* [STORED DATA]
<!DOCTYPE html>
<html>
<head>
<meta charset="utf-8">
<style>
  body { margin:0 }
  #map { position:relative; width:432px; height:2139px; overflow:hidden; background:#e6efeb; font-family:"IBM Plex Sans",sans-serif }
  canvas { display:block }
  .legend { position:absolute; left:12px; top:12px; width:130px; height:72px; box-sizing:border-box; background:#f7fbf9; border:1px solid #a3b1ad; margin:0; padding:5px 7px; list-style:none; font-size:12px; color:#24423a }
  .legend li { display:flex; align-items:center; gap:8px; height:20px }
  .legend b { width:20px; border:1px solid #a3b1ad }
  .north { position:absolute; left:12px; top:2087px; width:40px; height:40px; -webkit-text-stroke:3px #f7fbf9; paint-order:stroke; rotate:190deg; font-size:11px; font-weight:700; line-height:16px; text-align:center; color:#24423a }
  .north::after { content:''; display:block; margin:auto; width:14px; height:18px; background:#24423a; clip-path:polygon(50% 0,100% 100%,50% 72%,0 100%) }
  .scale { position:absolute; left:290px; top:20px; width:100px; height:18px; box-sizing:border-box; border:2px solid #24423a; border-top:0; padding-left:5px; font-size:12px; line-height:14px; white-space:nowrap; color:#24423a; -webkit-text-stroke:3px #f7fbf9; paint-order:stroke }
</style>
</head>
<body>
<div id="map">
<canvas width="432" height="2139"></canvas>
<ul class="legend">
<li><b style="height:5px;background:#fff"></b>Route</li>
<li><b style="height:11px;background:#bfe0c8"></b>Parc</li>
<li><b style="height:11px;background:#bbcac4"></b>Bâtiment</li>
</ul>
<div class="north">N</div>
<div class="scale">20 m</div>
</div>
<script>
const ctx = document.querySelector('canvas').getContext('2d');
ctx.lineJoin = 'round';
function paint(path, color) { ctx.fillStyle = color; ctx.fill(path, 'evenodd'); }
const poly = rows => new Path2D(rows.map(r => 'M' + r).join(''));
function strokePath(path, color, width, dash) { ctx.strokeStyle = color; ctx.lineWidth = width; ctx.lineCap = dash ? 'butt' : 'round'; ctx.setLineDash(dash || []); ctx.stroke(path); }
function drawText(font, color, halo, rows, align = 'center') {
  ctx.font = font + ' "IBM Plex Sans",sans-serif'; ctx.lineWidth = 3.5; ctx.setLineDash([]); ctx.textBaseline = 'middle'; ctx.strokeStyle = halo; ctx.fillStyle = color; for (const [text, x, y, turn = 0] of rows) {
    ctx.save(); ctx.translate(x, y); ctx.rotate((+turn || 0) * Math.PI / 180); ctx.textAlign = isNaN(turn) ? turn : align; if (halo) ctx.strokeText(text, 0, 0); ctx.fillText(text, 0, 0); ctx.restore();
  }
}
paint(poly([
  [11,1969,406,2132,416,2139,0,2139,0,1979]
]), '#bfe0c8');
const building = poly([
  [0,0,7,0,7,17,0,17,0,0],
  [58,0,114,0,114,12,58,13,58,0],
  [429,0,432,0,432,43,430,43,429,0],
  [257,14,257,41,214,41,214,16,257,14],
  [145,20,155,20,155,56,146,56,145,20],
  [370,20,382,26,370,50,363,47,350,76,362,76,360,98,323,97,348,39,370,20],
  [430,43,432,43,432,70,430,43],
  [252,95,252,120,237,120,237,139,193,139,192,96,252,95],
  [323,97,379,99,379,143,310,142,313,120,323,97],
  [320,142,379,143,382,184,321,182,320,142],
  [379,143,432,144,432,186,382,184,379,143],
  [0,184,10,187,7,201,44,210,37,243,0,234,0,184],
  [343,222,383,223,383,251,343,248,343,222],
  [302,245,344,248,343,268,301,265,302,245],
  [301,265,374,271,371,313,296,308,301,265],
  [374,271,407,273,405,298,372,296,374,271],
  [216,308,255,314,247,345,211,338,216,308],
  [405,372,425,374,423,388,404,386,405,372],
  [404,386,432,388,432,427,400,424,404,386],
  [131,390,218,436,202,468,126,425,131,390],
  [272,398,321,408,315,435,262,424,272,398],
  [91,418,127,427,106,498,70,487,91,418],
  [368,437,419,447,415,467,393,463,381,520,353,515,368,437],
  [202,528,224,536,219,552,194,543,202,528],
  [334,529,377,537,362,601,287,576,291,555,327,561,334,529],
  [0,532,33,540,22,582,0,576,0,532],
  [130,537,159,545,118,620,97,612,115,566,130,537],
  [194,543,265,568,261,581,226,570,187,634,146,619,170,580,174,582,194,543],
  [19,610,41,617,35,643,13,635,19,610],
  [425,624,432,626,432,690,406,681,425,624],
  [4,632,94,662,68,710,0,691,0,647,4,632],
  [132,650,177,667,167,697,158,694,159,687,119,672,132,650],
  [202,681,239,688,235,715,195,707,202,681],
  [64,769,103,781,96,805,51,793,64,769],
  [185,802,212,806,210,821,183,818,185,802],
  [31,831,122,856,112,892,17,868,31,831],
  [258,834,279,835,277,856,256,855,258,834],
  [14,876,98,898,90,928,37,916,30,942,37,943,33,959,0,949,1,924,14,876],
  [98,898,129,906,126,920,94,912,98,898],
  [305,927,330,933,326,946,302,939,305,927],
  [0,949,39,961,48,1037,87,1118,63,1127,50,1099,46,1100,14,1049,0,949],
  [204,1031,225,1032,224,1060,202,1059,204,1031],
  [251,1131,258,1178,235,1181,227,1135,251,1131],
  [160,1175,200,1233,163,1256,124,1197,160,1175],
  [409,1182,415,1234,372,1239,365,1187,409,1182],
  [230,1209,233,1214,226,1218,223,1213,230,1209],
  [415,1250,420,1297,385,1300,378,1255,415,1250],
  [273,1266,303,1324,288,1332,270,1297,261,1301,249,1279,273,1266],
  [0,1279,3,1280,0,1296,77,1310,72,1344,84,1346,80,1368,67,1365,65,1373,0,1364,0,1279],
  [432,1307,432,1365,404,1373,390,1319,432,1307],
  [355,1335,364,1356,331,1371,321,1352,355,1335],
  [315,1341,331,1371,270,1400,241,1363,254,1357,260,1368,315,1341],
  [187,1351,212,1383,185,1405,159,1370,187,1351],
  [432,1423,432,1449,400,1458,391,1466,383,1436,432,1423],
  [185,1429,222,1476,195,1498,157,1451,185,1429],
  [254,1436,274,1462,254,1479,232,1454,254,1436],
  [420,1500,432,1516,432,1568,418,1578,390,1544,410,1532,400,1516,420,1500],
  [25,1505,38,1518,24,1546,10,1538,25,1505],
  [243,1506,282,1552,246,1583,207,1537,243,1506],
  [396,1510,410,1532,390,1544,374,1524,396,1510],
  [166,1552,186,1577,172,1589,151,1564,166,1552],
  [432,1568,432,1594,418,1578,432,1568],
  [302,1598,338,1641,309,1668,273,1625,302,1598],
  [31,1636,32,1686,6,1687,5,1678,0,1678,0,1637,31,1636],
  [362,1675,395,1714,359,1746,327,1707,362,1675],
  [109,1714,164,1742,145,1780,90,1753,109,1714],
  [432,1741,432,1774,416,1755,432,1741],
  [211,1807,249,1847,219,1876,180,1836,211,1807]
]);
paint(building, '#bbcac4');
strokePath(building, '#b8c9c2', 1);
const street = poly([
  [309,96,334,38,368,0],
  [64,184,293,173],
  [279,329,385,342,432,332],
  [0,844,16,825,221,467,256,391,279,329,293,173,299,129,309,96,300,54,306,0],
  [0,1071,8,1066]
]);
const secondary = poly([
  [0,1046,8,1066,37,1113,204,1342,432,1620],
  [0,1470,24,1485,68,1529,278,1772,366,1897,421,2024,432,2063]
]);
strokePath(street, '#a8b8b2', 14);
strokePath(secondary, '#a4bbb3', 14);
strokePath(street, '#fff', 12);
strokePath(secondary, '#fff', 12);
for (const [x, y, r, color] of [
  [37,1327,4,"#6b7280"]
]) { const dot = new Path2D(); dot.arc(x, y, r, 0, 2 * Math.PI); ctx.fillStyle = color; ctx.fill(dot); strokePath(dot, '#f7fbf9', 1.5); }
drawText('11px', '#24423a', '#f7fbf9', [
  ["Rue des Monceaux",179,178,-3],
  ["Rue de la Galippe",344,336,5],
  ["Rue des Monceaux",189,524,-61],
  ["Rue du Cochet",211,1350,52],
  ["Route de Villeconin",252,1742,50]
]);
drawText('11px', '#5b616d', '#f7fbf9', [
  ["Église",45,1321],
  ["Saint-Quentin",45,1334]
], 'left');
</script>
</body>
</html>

* [REQUIREMENT]
Return the entries exactly through the "display:flex; align-items:center; gap:8px;" line.

* [OUTPUT FOR THIS TASK]
<!DOCTYPE html>
<html>
<head>
<meta charset="utf-8">
<style>
  body { margin:0 }
  #map { position:relative; width:432px; height:2139px; overflow:hidden; background:#e6efeb; font-family:"IBM Plex Sans",sans-serif }
  canvas { display:block }
  .legend { position:absolute; left:12px; top:12px; width:130px; height:72px; box-sizing:border-box; background:#f7fbf9; border:1px solid #a3b1ad; margin:0; padding:5px 7px; list-style:none; font-size:12px; color:#24423a }
  .legend li { display:flex; align-items:center; gap:8px; height:20px }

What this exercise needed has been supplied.